THE BIG FREAKOUT

This is a psychedelic retelling of TWO FOR THE ROAD, a Sixties comedy-drama about a married couple starring Audrey Hepburn. I adore Audrey and mean no disrespect to her legacy of glamor, compassion and elegance. Please comment nicely!

No, darling, I have no regrets. The doctors say it won't be long, yet as I lie in bed the winter wind of Switzerland howls and moans and I am content. The cold wind is a part of me. But I wouldn't change one thing about my life. I was blessed, so very fortunate to spend so many years traveling the world, helping poor children. And I had husbands, so many wonderful husbands, and no matter how weak or greedy or controlling they were, I only remember that they loved me and together we raised children, wonderful precious children of our own.

Do I regret anything?
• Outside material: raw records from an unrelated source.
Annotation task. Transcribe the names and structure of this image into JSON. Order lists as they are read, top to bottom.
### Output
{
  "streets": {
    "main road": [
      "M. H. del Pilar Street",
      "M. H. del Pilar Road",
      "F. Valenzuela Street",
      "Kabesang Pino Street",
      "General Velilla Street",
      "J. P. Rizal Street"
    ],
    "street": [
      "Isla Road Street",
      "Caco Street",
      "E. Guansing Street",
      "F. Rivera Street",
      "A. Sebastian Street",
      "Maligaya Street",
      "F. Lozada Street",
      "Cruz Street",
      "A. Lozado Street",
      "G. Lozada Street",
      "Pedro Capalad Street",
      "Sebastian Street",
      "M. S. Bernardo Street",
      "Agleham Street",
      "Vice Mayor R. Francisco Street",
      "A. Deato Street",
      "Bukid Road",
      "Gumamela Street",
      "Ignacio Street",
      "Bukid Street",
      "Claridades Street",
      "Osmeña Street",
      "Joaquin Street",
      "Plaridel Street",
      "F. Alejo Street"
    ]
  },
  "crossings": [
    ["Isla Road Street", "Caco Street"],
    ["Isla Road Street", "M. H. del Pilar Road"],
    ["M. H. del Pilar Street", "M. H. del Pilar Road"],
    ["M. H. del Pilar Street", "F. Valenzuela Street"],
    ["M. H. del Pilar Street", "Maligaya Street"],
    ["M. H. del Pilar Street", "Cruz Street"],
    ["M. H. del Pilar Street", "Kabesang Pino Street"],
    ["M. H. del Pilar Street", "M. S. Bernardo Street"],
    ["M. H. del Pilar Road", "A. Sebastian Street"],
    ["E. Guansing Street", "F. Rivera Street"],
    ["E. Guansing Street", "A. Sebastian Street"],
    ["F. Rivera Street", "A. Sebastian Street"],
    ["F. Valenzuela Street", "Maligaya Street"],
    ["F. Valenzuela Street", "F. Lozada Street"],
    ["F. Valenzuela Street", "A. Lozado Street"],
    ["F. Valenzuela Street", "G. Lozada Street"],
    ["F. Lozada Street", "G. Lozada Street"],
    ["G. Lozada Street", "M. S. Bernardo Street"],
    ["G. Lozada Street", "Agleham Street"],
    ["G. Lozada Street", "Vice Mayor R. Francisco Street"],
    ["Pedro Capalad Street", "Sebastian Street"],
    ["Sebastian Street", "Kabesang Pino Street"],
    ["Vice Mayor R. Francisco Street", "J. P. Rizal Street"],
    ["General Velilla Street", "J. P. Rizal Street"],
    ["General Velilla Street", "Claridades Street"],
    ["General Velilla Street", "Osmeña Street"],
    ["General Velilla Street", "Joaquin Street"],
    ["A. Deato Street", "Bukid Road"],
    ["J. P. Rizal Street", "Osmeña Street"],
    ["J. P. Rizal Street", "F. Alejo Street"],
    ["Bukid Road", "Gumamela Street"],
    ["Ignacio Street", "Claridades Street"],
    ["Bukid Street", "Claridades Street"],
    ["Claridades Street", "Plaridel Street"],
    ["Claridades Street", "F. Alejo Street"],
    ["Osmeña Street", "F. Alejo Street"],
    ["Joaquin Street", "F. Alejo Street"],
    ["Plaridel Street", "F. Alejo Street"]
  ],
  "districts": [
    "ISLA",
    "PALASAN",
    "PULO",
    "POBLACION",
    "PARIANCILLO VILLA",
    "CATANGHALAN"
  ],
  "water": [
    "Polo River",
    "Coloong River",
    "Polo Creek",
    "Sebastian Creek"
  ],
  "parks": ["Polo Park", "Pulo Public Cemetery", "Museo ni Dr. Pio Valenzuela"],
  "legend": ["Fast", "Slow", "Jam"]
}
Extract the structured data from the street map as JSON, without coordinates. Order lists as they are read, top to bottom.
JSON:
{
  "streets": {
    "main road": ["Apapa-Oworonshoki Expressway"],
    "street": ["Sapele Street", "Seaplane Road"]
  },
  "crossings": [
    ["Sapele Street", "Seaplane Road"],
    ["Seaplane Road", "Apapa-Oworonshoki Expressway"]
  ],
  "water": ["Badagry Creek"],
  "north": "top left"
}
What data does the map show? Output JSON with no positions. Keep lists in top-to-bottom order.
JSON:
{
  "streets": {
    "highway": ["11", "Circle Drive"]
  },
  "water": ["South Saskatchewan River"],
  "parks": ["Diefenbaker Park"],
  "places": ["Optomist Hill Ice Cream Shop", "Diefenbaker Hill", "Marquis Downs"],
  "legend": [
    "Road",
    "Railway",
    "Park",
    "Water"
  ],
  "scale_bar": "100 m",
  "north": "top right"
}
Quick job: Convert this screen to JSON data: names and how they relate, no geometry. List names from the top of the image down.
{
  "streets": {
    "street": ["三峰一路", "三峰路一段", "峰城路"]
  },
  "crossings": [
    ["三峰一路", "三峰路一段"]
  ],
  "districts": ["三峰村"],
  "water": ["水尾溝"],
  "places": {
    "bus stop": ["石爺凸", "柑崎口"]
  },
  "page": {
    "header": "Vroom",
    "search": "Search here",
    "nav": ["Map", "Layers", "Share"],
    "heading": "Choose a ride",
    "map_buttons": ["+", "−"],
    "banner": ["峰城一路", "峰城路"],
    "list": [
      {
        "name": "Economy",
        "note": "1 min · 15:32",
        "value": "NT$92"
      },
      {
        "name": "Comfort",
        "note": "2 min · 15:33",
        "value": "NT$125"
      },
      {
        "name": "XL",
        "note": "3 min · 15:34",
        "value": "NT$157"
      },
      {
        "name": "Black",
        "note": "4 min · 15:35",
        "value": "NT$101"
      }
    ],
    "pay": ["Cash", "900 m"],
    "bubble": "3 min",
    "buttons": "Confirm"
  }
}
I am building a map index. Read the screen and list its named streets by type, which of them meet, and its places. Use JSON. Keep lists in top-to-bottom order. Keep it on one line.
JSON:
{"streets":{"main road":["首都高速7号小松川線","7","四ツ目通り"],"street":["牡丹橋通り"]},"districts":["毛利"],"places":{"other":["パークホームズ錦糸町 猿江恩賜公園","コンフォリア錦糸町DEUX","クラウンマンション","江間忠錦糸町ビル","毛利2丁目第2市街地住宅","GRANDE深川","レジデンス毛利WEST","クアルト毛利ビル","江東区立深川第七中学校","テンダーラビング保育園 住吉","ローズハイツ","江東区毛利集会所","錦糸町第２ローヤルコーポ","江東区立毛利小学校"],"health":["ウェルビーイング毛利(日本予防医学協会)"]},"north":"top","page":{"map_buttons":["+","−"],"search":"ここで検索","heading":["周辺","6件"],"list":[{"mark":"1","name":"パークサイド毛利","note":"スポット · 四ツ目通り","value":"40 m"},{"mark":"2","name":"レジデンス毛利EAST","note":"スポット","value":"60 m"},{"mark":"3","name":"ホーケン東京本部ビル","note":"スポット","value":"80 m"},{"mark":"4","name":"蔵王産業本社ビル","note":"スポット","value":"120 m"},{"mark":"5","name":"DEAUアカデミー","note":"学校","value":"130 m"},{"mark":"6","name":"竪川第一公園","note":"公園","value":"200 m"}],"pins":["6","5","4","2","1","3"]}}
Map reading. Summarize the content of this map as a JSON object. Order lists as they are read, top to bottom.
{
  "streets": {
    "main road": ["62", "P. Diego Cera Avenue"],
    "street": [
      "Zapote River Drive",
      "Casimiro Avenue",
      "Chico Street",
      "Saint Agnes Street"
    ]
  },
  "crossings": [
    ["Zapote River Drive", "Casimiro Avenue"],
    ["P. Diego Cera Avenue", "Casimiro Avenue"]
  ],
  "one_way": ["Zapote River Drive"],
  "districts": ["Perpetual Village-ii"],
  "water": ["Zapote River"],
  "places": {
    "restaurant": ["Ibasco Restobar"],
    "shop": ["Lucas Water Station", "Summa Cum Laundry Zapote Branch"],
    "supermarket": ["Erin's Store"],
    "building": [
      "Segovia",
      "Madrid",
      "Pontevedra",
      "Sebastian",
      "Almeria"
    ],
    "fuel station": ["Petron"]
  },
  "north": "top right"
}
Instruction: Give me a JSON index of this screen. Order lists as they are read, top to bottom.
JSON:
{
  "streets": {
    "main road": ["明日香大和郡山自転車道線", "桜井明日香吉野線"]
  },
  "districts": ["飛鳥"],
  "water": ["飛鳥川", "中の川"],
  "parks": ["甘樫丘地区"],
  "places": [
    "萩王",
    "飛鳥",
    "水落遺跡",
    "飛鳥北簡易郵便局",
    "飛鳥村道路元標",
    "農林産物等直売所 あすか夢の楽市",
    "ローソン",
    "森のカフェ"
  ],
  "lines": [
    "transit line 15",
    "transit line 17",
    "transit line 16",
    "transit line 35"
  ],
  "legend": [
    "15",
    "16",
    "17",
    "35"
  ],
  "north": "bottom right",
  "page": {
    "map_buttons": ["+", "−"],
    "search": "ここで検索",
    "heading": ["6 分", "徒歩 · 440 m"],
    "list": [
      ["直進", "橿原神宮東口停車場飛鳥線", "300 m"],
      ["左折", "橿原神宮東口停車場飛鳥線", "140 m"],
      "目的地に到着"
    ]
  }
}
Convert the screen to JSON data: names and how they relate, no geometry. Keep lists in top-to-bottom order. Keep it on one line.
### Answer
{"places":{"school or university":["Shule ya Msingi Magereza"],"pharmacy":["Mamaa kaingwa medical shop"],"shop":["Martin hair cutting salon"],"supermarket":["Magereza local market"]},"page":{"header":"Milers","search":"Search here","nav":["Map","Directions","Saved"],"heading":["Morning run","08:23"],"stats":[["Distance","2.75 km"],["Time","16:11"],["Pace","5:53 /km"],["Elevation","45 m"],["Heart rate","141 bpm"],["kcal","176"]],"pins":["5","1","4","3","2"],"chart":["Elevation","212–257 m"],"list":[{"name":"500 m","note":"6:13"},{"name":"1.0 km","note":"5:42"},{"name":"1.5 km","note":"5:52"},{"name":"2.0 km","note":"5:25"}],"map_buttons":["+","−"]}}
Perhaps I do regret Two for the Road.

What's that? You haven't seen it? Please don't bother. To be brutally honest, darling, Two For the Road is a tepid, uninspired, faintly depressing "comedy" about a married couple on the edge of divorce who drive through France reminiscing about the past ten years of their marriage. It's like a very, very watered down version of Who's Afraid of Virginia Woolf, minus the tragedy, minus the pain, minus the insights, minus the truth.

Yet in the beginning my wonderful co-star Albert Finney and I were hoping to create something very different. We wanted to make a movie we secretly called "the Big Freakout." We wanted to show everyone – our spouses, our peers, our fans – that we were hip, and with it, and digging the kids who wanted to change the world. Remember, darling, this was 1966. We wanted to film a new kind of movie, a personal statement, not the bland, marriage on the rocks story that was concocted by studio hacks.

We wanted to shock everyone who wanted to keep us chained down, who chose to see us as nice, sweet, bankable stars. We wanted to make our own version of a psychedelic road movie. Of course it didn't happen. The studio wouldn't allow brave, wonderful Albert and me to risk our careers and reputations with a psychedelic assault on all the nice people who wanted a nice fairy tale ending. So we gave in. We told the story they wanted to hear.

Now here's the story I really wanted to tell.

The story opens with me, a wild-haired little street urchin, squatting to urinate on the grave of Winston Churchill, who raped my mother while touring the East End during the darkest days of the London Blitz. Drooling and sneering, a stodgy MP listens to my story, calls me a liar, and then clubs me with an umbrella.

In this movie I'm not the demure Audrey the world loves. I'm afraid I'm very unmanageable, darling. And so I'm sentenced to two years in a sadistic girl's reform school. After a montage of lesbian sex, gang violence, and field hockey (all inter-cut with a scorching live UK performance of "Rock Around the Clock" by Bill Haley and the Comets) I emerge from prison at the edge of womanhood, ready (as Albert puts it in the script) for "loads of men, loads of fun, and loads of destruction!"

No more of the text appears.